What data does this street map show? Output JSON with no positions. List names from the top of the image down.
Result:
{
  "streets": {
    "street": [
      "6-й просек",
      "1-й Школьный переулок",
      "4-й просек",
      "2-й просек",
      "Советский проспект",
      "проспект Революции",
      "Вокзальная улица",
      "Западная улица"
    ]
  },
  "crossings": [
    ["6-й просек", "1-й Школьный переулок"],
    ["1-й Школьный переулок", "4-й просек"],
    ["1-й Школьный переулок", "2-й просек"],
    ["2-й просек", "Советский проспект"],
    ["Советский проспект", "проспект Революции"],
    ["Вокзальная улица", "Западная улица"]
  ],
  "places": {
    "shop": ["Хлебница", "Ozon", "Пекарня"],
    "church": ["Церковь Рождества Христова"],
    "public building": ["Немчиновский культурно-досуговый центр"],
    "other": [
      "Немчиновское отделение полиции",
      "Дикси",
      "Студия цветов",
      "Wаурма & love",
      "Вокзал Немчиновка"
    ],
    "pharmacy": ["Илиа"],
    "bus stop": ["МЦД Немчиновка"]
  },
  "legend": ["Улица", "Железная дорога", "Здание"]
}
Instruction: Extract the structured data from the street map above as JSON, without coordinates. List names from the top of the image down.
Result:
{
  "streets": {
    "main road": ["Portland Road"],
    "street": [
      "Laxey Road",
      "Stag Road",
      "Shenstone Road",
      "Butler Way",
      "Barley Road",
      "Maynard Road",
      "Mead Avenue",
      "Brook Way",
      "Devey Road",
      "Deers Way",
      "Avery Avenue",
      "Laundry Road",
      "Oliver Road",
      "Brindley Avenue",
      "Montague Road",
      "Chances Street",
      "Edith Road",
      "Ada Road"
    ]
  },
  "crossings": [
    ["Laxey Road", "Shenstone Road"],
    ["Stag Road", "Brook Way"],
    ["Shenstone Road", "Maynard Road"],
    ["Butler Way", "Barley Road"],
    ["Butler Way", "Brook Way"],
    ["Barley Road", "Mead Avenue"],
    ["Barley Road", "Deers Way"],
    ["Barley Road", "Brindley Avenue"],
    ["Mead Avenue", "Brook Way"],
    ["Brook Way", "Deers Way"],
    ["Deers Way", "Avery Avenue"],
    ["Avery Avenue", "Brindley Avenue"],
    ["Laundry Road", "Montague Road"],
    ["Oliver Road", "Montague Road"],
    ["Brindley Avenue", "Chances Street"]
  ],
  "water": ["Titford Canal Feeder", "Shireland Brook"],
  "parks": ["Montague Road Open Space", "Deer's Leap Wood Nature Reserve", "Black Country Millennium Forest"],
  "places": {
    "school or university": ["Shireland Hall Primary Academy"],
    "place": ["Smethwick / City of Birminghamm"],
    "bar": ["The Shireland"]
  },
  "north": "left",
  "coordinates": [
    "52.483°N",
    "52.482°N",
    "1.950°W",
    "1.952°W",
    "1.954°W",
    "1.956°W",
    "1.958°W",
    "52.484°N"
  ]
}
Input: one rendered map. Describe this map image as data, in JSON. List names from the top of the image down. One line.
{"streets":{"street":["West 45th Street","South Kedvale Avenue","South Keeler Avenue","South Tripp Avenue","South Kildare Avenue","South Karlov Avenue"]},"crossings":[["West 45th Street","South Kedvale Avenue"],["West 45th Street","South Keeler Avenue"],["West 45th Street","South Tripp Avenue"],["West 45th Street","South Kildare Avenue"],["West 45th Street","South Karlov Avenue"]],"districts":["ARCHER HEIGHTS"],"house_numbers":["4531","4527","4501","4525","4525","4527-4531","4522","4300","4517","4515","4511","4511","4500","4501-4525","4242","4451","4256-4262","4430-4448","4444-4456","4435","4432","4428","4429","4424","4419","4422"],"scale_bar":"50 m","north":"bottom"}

================================

**EXERCISE OBJECTIVE**
Please return all of the records exactly.

**YOUR RESPONSE**
What data does this street map show? Output JSON with no positions. List names from the top of the image down.
Result:
{
  "streets": {
    "street": [
      "6-й просек",
      "1-й Школьный переулок",
      "4-й просек",
      "2-й просек",
      "Советский проспект",
      "проспект Революции",
      "Вокзальная улица",
      "Западная улица"
    ]
  },
  "crossings": [
    ["6-й просек", "1-й Школьный переулок"],
    ["1-й Школьный переулок", "4-й просек"],
    ["1-й Школьный переулок", "2-й просек"],
    ["2-й просек", "Советский проспект"],
    ["Советский проспект", "проспект Революции"],
    ["Вокзальная улица", "Западная улица"]
  ],
  "places": {
    "shop": ["Хлебница", "Ozon", "Пекарня"],
    "church": ["Церковь Рождества Христова"],
    "public building": ["Немчиновский культурно-досуговый центр"],
    "other": [
      "Немчиновское отделение полиции",
      "Дикси",
      "Студия цветов",
      "Wаурма & love",
      "Вокзал Немчиновка"
    ],
    "pharmacy": ["Илиа"],
    "bus stop": ["МЦД Немчиновка"]
  },
  "legend": ["Улица", "Железная дорога", "Здание"]
}
Instruction: Extract the structured data from the street map above as JSON, without coordinates. List names from the top of the image down.
Result:
{
  "streets": {
    "main road": ["Portland Road"],
    "street": [
      "Laxey Road",
      "Stag Road",
      "Shenstone Road",
      "Butler Way",
      "Barley Road",
      "Maynard Road",
      "Mead Avenue",
      "Brook Way",
      "Devey Road",
      "Deers Way",
      "Avery Avenue",
      "Laundry Road",
      "Oliver Road",
      "Brindley Avenue",
      "Montague Road",
      "Chances Street",
      "Edith Road",
      "Ada Road"
    ]
  },
  "crossings": [
    ["Laxey Road", "Shenstone Road"],
    ["Stag Road", "Brook Way"],
    ["Shenstone Road", "Maynard Road"],
    ["Butler Way", "Barley Road"],
    ["Butler Way", "Brook Way"],
    ["Barley Road", "Mead Avenue"],
    ["Barley Road", "Deers Way"],
    ["Barley Road", "Brindley Avenue"],
    ["Mead Avenue", "Brook Way"],
    ["Brook Way", "Deers Way"],
    ["Deers Way", "Avery Avenue"],
    ["Avery Avenue", "Brindley Avenue"],
    ["Laundry Road", "Montague Road"],
    ["Oliver Road", "Montague Road"],
    ["Brindley Avenue", "Chances Street"]
  ],
  "water": ["Titford Canal Feeder", "Shireland Brook"],
  "parks": ["Montague Road Open Space", "Deer's Leap Wood Nature Reserve", "Black Country Millennium Forest"],
  "places": {
    "school or university": ["Shireland Hall Primary Academy"],
    "place": ["Smethwick / City of Birminghamm"],
    "bar": ["The Shireland"]
  },
  "north": "left",
  "coordinates": [
    "52.483°N",
    "52.482°N",
    "1.950°W",
    "1.952°W",
    "1.954°W",
    "1.956°W",
    "1.958°W",
    "52.484°N"
  ]
}
Input: one rendered map. Describe this map image as data, in JSON. List names from the top of the image down. One line.
{"streets":{"street":["West 45th Street","South Kedvale Avenue","South Keeler Avenue","South Tripp Avenue","South Kildare Avenue","South Karlov Avenue"]},"crossings":[["West 45th Street","South Kedvale Avenue"],["West 45th Street","South Keeler Avenue"],["West 45th Street","South Tripp Avenue"],["West 45th Street","South Kildare Avenue"],["West 45th Street","South Karlov Avenue"]],"districts":["ARCHER HEIGHTS"],"house_numbers":["4531","4527","4501","4525","4525","4527-4531","4522","4300","4517","4515","4511","4511","4500","4501-4525","4242","4451","4256-4262","4430-4448","4444-4456","4435","4432","4428","4429","4424","4419","4422"],"scale_bar":"50 m","north":"bottom"}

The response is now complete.